In his book "The Hooked Rug," published in 1930, American writer William Winthrop Kent describes a form of rugmaking "A canvas is used like cross-stitch canvas only coarser, which has every third mesh a large one. It is held on the knee or on a table. The pieces of wool yarn are cut exactly the same length by a gauge. The hook used has a catch or latch on it and is inserted in one hole and out the next in the next row, as follows: The wool is held in the left hand and above the canvas, then doubled and the double end is slipped over the hook, the catch being up or open. The hook is then drawn out through the canvas toward the worker, the cut ends being kept in the left hand. The catch by this action drops down and secures the wool. The tool is next pushed forward through the wool loop and catches the two ends held in the left hand, then the loop is held in the left hand and has the two ends pulled through it with the hook. To pull out hook and draw tight the two cut ends finishes the knot. This is really a pile fabric and is known as a Turkey Rug but sprang from the hooking process as the earlier hook used was of the crochet hook form."

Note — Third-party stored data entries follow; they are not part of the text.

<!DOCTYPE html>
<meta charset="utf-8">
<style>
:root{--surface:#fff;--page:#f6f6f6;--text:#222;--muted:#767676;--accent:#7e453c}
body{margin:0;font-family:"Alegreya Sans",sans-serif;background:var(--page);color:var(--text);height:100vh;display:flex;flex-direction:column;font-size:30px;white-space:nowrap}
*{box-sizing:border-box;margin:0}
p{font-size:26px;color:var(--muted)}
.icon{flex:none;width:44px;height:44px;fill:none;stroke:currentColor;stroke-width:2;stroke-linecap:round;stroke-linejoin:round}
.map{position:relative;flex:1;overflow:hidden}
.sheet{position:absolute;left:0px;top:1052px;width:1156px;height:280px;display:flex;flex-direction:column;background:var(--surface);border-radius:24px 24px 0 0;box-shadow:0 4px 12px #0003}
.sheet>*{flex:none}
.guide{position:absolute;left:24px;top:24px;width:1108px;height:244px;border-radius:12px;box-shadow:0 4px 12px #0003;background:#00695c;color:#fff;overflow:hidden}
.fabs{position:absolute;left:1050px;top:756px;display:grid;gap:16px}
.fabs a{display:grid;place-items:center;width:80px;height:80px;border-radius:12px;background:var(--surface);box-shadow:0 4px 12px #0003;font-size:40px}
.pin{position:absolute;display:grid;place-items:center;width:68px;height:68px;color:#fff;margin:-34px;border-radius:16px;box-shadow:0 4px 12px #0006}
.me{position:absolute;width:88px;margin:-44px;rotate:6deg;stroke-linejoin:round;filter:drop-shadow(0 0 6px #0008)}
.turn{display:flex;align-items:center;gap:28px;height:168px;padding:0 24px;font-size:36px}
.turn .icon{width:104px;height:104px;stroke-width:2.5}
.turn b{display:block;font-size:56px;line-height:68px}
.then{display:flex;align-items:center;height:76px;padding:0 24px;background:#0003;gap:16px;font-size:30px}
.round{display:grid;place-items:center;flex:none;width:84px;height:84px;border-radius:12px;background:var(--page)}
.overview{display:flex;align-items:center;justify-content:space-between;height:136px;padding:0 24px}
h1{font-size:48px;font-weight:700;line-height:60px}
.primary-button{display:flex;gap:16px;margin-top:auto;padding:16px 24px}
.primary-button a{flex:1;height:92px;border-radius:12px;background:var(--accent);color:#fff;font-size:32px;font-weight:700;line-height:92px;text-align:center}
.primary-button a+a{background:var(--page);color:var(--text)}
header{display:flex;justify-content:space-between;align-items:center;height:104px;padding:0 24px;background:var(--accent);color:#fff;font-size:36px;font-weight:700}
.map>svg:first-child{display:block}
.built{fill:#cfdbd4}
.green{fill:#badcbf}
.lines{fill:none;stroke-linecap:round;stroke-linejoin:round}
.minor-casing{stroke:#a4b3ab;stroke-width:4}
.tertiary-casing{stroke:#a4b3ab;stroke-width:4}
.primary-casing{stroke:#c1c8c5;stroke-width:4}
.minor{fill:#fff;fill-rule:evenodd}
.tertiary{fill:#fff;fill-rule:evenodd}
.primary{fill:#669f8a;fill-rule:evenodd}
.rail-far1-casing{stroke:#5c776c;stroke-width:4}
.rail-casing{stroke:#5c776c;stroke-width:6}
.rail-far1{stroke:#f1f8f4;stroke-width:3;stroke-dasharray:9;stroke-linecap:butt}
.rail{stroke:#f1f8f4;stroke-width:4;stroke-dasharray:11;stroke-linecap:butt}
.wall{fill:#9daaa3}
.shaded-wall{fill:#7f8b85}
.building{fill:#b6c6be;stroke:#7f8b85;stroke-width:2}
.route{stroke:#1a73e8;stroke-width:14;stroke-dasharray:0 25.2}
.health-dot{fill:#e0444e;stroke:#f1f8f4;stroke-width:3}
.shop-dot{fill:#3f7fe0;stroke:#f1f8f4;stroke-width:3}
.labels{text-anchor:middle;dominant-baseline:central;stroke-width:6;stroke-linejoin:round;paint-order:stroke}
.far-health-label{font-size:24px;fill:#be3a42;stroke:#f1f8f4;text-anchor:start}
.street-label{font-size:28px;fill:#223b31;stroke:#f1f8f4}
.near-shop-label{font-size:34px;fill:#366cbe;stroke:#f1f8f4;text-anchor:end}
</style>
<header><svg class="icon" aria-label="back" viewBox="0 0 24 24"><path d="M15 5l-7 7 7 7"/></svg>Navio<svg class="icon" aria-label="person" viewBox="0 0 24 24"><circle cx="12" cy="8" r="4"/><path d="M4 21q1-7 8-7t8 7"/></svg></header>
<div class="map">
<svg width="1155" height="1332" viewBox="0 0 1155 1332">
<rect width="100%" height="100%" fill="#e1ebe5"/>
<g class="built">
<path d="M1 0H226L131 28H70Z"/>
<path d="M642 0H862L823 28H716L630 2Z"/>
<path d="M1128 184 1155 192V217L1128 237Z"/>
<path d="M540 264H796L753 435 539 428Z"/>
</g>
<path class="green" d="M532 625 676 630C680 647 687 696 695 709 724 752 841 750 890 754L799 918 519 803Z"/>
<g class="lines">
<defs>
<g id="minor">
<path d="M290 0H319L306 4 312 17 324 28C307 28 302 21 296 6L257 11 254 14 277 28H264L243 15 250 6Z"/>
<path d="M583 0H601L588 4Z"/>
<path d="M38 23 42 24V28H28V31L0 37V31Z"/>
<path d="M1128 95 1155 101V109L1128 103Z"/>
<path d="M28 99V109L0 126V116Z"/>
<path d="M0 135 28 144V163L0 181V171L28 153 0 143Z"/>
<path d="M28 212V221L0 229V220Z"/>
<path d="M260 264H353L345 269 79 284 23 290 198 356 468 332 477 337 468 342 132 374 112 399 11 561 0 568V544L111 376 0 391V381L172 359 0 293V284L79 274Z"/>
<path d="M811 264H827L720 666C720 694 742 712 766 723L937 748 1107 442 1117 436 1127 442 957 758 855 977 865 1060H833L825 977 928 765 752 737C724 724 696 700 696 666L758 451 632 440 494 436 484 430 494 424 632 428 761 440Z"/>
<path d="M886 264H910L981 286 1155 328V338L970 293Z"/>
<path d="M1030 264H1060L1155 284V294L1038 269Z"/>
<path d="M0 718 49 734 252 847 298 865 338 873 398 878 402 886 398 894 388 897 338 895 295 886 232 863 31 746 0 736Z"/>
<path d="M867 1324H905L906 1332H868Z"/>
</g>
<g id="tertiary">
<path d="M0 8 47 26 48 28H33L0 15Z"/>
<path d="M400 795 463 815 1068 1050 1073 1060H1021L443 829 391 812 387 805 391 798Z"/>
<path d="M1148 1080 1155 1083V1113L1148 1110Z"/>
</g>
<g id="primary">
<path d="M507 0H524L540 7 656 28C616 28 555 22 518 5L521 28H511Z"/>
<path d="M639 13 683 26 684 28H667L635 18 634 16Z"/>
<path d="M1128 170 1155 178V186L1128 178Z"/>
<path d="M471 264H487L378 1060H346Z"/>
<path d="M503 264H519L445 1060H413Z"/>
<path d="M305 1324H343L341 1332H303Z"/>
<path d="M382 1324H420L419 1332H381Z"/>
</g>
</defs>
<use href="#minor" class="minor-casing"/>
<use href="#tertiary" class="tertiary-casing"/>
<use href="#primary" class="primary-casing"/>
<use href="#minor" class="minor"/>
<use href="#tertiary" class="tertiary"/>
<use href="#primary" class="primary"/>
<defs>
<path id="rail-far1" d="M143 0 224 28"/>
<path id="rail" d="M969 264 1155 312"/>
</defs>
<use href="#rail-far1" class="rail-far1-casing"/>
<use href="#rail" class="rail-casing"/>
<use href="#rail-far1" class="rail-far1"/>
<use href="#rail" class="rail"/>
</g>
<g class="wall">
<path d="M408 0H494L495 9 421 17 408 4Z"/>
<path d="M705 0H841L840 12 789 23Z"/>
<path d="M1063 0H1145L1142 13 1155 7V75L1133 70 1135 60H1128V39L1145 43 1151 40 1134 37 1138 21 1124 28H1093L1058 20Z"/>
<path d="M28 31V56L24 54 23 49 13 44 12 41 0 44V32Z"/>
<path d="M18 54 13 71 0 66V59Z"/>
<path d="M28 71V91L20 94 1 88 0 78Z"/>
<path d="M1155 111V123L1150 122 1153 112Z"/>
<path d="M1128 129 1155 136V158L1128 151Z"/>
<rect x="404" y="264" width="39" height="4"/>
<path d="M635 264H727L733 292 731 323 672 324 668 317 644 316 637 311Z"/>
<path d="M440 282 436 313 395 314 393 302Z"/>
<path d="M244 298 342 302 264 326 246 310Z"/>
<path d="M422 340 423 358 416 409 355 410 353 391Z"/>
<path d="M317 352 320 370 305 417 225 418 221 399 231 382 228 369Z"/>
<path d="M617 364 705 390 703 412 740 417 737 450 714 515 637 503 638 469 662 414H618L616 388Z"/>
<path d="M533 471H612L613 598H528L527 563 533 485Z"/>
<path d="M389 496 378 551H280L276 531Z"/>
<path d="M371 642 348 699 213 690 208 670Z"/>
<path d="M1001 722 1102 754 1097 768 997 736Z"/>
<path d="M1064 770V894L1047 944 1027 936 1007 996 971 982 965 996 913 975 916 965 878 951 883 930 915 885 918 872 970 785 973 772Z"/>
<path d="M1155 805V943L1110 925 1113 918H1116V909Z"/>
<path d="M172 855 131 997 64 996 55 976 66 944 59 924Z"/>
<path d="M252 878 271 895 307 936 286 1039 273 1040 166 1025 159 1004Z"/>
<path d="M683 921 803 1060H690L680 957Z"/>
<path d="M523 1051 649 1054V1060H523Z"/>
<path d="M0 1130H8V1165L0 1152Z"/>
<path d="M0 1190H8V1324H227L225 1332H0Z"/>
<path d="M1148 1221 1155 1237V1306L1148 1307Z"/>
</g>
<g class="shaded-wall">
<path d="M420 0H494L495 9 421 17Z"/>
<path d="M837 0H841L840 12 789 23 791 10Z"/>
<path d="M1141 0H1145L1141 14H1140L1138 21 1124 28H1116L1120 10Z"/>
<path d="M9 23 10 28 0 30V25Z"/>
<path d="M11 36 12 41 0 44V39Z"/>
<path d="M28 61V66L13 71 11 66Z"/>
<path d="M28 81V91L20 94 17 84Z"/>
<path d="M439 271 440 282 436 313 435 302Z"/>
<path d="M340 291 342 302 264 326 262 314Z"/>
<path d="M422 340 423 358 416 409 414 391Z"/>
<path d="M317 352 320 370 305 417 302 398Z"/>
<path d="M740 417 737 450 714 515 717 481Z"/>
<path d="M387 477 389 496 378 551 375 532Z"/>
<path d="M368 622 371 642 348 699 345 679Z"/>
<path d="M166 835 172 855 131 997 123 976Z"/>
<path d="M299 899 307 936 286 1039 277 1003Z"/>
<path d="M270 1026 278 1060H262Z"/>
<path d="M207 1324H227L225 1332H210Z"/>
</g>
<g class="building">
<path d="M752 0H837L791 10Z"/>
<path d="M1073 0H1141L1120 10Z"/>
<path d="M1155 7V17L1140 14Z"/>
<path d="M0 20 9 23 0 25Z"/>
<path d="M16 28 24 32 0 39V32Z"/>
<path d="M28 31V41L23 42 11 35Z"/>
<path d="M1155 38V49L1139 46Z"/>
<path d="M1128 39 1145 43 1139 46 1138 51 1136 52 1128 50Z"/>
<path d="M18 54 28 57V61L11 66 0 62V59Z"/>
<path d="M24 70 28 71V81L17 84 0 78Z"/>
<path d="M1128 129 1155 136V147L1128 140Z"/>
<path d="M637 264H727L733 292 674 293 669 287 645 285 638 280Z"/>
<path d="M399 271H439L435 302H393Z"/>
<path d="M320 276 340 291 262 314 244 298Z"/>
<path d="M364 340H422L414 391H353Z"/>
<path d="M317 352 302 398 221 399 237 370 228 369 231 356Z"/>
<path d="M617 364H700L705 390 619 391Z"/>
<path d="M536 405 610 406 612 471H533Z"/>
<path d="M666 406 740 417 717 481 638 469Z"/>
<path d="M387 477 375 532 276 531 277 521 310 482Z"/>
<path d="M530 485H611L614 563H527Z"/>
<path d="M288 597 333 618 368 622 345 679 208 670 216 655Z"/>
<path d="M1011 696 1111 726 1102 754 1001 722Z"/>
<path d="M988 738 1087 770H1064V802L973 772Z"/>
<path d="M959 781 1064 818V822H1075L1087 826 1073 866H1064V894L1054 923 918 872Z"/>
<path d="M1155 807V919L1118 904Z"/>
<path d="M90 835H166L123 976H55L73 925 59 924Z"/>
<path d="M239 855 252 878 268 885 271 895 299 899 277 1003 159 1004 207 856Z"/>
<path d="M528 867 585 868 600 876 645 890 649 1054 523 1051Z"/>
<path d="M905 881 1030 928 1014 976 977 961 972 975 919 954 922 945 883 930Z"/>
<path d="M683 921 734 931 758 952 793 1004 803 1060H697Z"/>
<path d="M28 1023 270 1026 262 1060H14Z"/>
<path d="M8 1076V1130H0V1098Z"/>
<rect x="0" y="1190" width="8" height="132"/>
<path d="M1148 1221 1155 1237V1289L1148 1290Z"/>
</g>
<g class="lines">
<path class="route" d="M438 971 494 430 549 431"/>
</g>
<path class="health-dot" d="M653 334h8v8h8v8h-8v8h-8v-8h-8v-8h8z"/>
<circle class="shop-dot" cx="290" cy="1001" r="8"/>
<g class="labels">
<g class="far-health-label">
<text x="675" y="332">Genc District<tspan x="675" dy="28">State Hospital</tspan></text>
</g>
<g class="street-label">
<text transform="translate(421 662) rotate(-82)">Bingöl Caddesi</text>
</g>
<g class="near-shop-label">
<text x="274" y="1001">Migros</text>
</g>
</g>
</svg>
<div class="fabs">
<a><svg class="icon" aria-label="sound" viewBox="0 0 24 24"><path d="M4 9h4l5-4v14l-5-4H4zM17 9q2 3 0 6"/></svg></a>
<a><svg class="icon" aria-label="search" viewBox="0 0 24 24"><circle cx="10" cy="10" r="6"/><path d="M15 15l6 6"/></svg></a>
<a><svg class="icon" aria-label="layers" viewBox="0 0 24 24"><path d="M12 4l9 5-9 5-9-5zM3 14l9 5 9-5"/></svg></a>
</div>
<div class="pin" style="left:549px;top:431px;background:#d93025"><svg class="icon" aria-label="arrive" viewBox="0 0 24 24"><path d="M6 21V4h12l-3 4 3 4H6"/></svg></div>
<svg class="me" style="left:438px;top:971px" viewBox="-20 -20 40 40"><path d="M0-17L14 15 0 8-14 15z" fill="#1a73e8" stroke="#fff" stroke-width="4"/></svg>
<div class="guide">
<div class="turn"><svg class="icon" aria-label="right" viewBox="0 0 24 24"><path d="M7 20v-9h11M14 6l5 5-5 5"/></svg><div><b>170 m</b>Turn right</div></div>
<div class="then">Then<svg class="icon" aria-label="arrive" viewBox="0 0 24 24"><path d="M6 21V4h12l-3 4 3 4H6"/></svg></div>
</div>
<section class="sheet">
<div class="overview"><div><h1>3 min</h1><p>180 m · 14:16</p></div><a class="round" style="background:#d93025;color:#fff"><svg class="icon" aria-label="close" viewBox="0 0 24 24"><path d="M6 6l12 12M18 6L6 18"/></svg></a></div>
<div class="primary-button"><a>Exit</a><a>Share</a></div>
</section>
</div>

During the 1930s, latch-hooked wool rugs became popular and written guidelines helped standardise the craft. The heyday of latch-hooking with yarn in Britain was just after the second World War and dominated by several companies based near the textile mills in the north of England. Latch hooking was one of the activities available to convalescing soldiers, hospital patients and care home residents. Women's Institutes got discounts on bulk-buys and made rugs for sale. In the 1970s and 1980s, synthetic yarns and wool/synthetic blends became popular, but rug-making was entering a decline due to the availability of cheap imported rugs and to decreasing leisure time. In Britain, the best-known latch-hook company was Readicut (their rug kits were marketed through Shillcraft in North America). Patons and Baldwin invented the rotary "Patwin" wool cutter, but Readicut went a stage further and sold their yarn in pre-cut bundles.
The latch hook tool traces its origin to the invention of the latch needle. Invented in 1847, the latch needle was part of a knitting machine that wrapped yarn around the latch and pushed through a canvas before pulling it through and knotting the yarn to the canvas. In the 1920s, the tool was created by combining the hand hook with the latch. 
The latch hook can be used a replacement for the yarn needle in crochet, but this is niche usage. The latch hook tool can also be used in the care and maintenance of dreadlocks, with the tool being used to tighten the hair after showering or swimming.